> **DATA SHOWN**:
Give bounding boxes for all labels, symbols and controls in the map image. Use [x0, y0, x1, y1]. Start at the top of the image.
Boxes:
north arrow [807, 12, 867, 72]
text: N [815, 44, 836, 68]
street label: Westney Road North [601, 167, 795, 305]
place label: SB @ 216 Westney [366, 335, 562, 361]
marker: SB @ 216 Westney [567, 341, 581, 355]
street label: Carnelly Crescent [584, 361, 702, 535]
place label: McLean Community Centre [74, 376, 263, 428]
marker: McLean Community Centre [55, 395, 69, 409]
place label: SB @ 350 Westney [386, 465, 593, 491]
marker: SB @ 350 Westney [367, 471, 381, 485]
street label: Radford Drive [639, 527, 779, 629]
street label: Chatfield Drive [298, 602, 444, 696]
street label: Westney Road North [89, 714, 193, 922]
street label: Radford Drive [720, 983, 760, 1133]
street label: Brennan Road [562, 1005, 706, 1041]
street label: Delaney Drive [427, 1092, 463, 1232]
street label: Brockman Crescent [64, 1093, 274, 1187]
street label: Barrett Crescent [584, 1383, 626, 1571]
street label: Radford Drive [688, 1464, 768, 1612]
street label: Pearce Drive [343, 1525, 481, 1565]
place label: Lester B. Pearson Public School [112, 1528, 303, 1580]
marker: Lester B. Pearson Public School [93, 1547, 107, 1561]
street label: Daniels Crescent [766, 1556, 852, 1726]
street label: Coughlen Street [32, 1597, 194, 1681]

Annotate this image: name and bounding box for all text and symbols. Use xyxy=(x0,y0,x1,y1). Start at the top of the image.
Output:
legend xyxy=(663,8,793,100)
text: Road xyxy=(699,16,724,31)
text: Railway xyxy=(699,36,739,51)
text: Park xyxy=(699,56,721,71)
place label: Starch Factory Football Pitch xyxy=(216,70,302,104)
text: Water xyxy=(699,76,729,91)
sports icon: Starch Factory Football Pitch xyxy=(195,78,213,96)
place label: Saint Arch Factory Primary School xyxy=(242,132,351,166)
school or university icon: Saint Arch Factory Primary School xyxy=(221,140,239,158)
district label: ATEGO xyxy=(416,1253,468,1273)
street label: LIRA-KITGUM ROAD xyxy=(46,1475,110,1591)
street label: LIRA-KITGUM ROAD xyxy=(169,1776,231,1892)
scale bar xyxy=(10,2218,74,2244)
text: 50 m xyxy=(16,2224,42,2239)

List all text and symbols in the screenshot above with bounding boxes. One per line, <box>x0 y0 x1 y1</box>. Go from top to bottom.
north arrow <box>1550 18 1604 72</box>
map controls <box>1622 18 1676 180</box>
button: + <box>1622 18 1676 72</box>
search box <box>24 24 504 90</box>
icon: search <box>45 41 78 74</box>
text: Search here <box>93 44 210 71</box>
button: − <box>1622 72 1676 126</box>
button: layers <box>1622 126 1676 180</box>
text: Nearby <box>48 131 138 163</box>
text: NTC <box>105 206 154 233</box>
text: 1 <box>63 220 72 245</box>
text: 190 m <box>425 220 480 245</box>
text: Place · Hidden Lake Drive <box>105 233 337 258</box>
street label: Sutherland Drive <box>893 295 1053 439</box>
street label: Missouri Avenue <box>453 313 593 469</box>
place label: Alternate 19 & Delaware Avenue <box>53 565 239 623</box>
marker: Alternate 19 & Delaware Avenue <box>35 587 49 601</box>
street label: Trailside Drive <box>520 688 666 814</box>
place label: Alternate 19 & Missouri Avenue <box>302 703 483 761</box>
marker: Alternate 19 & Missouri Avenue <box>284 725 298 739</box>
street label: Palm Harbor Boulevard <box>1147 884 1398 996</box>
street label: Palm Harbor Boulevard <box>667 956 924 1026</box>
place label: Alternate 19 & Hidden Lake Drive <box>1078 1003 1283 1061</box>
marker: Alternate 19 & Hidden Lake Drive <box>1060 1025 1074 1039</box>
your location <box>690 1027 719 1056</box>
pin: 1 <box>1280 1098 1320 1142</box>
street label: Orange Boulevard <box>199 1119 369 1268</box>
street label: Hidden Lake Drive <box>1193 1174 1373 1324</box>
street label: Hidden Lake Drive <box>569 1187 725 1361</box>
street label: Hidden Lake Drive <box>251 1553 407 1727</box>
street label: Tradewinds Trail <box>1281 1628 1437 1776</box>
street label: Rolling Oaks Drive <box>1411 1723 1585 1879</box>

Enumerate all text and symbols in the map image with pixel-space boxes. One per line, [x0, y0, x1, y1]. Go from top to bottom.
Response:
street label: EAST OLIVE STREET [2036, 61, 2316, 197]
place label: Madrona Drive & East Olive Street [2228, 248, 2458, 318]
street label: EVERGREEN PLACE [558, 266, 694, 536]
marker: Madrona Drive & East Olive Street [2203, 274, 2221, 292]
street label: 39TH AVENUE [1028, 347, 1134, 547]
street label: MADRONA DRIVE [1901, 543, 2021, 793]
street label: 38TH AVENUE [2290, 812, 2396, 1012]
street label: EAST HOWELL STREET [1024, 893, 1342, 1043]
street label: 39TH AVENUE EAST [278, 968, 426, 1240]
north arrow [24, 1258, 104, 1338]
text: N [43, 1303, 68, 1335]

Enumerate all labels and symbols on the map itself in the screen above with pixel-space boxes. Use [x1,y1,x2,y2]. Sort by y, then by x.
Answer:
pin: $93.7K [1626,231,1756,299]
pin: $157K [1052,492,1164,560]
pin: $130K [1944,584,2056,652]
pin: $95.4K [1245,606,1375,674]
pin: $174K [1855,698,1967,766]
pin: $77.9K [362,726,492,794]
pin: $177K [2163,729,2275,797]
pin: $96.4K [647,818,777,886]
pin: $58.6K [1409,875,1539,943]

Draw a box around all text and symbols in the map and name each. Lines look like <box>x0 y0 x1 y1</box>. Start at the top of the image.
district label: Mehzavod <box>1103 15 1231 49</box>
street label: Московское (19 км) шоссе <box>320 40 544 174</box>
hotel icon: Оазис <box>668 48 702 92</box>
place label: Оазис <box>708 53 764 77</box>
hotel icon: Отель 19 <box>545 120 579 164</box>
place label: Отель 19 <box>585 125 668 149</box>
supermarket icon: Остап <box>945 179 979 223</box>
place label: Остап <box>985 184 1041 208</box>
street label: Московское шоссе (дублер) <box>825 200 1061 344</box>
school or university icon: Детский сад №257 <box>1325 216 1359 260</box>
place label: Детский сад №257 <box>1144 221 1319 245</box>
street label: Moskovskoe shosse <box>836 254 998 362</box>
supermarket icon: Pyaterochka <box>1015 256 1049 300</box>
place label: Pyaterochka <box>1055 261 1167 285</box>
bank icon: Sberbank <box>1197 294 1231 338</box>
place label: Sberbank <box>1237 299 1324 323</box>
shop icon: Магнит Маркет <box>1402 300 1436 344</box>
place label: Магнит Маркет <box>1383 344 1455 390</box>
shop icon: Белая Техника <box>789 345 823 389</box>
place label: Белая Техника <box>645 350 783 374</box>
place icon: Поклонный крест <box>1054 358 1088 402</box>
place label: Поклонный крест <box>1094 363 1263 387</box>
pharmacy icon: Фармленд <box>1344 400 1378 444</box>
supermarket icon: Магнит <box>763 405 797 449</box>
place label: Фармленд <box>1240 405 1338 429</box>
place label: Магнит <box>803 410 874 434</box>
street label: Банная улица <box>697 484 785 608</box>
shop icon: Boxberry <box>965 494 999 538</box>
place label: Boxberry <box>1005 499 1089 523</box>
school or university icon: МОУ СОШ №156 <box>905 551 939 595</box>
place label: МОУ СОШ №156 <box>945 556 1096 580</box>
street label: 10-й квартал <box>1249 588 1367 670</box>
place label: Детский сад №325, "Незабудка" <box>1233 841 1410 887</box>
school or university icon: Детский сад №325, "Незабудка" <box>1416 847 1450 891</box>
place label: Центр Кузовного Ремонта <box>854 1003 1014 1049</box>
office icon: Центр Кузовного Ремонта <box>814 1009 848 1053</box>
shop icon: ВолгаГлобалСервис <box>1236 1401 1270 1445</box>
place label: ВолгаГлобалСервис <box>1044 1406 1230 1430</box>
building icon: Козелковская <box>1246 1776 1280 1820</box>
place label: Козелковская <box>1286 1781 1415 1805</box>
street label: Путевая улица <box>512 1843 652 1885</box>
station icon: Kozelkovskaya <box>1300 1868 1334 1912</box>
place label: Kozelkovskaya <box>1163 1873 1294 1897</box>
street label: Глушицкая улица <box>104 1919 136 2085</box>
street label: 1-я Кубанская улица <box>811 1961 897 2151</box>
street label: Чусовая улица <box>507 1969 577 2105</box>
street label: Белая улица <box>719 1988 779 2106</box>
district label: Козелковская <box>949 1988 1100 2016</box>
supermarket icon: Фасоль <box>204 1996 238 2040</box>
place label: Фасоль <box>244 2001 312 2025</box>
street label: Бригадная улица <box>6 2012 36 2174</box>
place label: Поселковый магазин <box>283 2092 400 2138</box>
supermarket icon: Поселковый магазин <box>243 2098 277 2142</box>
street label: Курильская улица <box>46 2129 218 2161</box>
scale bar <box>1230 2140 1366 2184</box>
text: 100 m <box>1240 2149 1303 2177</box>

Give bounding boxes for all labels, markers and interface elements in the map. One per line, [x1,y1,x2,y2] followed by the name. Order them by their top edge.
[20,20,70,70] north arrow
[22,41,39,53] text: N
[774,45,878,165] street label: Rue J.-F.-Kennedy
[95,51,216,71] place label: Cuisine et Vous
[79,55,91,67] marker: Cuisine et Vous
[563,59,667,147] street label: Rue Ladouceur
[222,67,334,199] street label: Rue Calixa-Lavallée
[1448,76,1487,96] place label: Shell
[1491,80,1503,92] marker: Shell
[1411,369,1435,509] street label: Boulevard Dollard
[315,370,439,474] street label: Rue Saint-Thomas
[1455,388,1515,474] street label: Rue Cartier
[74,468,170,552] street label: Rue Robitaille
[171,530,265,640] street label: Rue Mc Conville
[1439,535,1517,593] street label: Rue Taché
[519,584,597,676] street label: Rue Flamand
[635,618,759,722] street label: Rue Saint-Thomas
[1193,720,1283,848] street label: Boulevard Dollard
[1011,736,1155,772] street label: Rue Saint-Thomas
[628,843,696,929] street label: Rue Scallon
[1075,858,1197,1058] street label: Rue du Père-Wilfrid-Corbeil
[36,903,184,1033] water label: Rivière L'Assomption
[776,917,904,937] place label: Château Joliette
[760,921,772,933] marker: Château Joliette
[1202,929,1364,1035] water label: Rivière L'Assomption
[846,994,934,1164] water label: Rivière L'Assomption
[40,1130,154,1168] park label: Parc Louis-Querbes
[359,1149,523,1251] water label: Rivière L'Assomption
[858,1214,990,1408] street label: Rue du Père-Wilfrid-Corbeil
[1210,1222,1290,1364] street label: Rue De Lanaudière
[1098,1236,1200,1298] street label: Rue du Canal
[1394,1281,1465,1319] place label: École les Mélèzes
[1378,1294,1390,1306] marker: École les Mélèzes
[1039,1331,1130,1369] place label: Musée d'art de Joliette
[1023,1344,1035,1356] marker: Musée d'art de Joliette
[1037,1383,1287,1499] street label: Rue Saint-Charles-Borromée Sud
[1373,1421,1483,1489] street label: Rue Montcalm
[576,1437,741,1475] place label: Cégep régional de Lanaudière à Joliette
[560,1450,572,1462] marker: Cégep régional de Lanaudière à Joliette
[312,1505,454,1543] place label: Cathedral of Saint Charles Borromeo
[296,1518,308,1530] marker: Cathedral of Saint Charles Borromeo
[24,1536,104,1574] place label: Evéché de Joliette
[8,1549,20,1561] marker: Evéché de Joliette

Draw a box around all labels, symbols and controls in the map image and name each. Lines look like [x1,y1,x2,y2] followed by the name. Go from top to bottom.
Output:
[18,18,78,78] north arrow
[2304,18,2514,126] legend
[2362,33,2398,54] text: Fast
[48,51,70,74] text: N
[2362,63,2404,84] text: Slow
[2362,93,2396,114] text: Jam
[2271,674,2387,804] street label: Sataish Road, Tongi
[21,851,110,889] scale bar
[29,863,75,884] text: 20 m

> **WORK INSTRUCTION**: Your answer should be each line of the data that contains the word "labels", copied as it stands.

> **EXERCISE SOLUTION**:
Give bounding boxes for all labels, symbols and controls in the map image. Use [x0, y0, x1, y1]. Start at the top of the image.
Enumerate all labels and symbols on the map itself in the screen above with pixel-space boxes. Use [x1,y1,x2,y2]. Sort by y, then by x.
Give bounding boxes for all labels, markers and interface elements in the map. One per line, [x1,y1,x2,y2] followed by the name. Order them by their top edge.
Draw a box around all labels, symbols and controls in the map image and name each. Lines look like [x1,y1,x2,y2] followed by the name. Go from top to bottom.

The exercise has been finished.